Stephanie is being raised by her mother as the perfect product of modern child-rearing expertise. She is world famous for her IQ and impeccable behavior, constantly covered by the press. Yet she is tired of feeling like a laboratory product, always in the spotlight, and forced to live up to her mother’s exacting expectations rather than having fun.
She envies her bobbysoxer sister Terry, brought up by their father with a lighter touch, and who cares far more about jukebox tunes and swing dancing than school subjects. (There is some good jitterbugging in the movie.) Since Terry envies Stephanie her seemingly glamorous international and high society life, the obvious thing is for them to switch places and try each other’s lives on for size.
Cue the comic situations as “Terry” suddenly overwhelms her teachers with her encyclopedic knowledge while “Stephanie” overwhelms the young men at the junior ball with her kissing abilities. The two soon fall in love with each other’s boyfriends, to whom each is much more suited, and each girl defies expectations in a quiz show and on the dance floor, respectively.

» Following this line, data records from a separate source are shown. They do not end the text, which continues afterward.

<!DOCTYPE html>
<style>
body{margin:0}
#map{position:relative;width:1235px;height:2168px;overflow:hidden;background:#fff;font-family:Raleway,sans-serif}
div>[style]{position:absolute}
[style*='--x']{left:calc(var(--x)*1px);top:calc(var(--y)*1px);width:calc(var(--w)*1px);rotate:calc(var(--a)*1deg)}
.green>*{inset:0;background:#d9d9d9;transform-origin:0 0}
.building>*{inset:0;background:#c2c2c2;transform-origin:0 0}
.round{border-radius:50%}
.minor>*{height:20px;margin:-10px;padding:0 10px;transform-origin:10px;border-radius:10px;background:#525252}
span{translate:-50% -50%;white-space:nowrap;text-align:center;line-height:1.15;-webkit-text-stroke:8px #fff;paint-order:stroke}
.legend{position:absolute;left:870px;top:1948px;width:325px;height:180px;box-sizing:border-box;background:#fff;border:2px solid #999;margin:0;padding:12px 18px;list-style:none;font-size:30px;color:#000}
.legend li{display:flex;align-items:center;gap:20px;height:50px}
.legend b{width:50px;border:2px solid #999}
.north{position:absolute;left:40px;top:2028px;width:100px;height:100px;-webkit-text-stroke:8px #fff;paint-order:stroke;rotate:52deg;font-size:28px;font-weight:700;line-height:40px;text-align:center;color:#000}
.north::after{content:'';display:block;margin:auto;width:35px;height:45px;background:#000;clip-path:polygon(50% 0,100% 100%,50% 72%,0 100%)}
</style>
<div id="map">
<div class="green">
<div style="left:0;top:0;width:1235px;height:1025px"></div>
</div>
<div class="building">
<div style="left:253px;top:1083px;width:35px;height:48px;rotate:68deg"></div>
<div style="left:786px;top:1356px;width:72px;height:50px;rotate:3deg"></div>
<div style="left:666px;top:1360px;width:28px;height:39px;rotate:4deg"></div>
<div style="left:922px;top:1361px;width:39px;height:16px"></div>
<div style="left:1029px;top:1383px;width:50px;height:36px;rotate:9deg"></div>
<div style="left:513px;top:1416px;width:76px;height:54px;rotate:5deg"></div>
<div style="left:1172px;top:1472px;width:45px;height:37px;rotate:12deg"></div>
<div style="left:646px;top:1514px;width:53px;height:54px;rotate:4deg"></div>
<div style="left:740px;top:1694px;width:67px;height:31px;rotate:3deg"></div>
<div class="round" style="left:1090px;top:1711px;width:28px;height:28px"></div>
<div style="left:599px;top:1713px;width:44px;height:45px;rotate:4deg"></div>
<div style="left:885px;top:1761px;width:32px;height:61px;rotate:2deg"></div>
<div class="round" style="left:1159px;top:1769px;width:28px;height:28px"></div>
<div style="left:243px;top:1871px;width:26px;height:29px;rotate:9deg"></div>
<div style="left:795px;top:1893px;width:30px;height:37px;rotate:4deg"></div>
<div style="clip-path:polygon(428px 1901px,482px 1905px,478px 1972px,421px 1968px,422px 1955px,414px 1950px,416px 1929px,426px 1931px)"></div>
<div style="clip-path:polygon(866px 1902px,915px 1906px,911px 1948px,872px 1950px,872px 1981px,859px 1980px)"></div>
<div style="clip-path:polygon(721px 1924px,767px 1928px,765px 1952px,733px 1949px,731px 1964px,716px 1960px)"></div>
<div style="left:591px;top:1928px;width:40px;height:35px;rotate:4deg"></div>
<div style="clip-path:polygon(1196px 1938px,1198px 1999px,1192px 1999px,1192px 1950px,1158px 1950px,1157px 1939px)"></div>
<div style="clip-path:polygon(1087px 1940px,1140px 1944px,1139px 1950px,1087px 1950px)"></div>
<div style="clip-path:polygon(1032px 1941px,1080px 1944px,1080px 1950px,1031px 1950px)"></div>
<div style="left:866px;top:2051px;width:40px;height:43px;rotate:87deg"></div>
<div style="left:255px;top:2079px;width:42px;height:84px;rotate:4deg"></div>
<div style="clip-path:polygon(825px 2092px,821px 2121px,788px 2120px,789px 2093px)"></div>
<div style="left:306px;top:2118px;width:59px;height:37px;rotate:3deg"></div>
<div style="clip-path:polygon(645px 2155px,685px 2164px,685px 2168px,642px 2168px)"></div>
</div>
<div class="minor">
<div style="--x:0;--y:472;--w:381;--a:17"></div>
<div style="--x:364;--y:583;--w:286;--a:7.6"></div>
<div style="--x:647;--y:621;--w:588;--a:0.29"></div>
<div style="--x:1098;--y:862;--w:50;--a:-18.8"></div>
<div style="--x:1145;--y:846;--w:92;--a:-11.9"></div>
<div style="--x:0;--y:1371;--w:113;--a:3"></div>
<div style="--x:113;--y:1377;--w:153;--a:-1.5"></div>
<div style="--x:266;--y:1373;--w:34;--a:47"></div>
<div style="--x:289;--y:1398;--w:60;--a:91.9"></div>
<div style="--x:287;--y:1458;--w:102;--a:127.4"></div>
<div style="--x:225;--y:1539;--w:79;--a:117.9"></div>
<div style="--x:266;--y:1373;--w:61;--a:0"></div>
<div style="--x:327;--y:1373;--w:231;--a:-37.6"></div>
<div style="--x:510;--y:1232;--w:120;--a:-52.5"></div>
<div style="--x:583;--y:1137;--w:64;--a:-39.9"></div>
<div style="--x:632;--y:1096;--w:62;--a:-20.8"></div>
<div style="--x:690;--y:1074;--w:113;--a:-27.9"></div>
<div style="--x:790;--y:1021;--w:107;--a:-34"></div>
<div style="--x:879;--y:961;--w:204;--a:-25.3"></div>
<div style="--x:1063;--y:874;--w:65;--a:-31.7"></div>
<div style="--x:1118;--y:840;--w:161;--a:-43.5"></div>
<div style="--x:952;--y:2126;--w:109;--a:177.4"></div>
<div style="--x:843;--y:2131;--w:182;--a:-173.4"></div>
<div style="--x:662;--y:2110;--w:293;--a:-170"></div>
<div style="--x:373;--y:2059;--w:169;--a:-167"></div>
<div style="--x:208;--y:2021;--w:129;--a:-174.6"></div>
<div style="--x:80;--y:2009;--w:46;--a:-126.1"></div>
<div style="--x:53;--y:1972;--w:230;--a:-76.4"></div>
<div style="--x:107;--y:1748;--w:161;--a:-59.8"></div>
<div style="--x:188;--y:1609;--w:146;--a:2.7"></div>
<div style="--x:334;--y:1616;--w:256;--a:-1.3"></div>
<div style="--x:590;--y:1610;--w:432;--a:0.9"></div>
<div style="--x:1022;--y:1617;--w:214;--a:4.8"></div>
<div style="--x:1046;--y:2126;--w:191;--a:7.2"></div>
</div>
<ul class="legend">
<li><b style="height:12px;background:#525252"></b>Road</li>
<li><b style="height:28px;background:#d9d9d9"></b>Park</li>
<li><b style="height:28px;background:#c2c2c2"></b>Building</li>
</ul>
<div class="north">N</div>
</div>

And of course they help reunite their parents. Part of the reason for the divorce was not only the disagreement about proper childrearing, but the mother’s insistence on having a career. When the father’s daughter surprises everyone by appearing to win the prestigious knowledge contest, the mother has to admit that her professional expertise has fallen short. Humbled, she is finally willing to curtail her career ambitions and return to her ex-husband.
The father, though, is now being blackmailed by Alice (Gail Hope), his ace reporter at the newspaper and sometime lover. Alice has photos of Stephanie (really Terry) going wild in a jitterbug contest (and subsequent brawl) which she threatens to reveal, thereby blackening the mother’s reputation as a child psychology expert, unless he marries Alice.
To save the day, Stephanie, Terry, and their teenaged friends invade Alice’s apartment, distracting her with all manner of hijinks until they find and recover the incriminating photos. One boy grabs Alice and kisses her, another smashes the windows, and the twins show up in blackface as hotel maids. It’s meant to be comic, but feels brutish. Mission accomplished, the photos are shredded, Alice’s plan is frustrated, and the parents are reunited, the mother’s career to be happily abandoned.
This is clearly a post-World War Two movie about the anxieties and adjustments regarding marriage, career, childrearing, and youth culture at the war’s end. Early on, the mother tells her ex-husband that the war has taught Americans that women don’t need to be housewives. The movie seeks to walk back that notion. The circumstances of the war may have separated spouses and brought women into the workforce but, like the divorce in Twice Blessed, this is to be only a temporary alteration.
Rather than a reset to some notional prewar arrangement, though, the movie is more focused on the young generation and its strange teenage ways: tight sweaters, new dance moves, hep slang. There is a politician in the movie who is running for election on the pressing issue of juvenile delinquency. But juvenile delinquency is what saves the day at the end of the movie when reporter Alice gets mobbed and robbed by the teens.
Watching the movie, I couldn’t help but think of His Girl Friday. In that film, the ace reporter Hildy Johnson wants to give up her job working for her ex-husband’s newspaper, so that she can remarry and settle down as a housewife. Yet at the end the exes are reunited through a shared love of newspaper work.
In Twice Blessed, by contrast, the female ace reporter Alice stays on the newspaper staff only because she hopes that her boss, the twins’ father, will marry her. He instead reunites with his ex-wife, on condition that she give up her career and settle down. Alice is a fallen Hildy, defeated by teenagers in a post-war America that recasts her as the villain.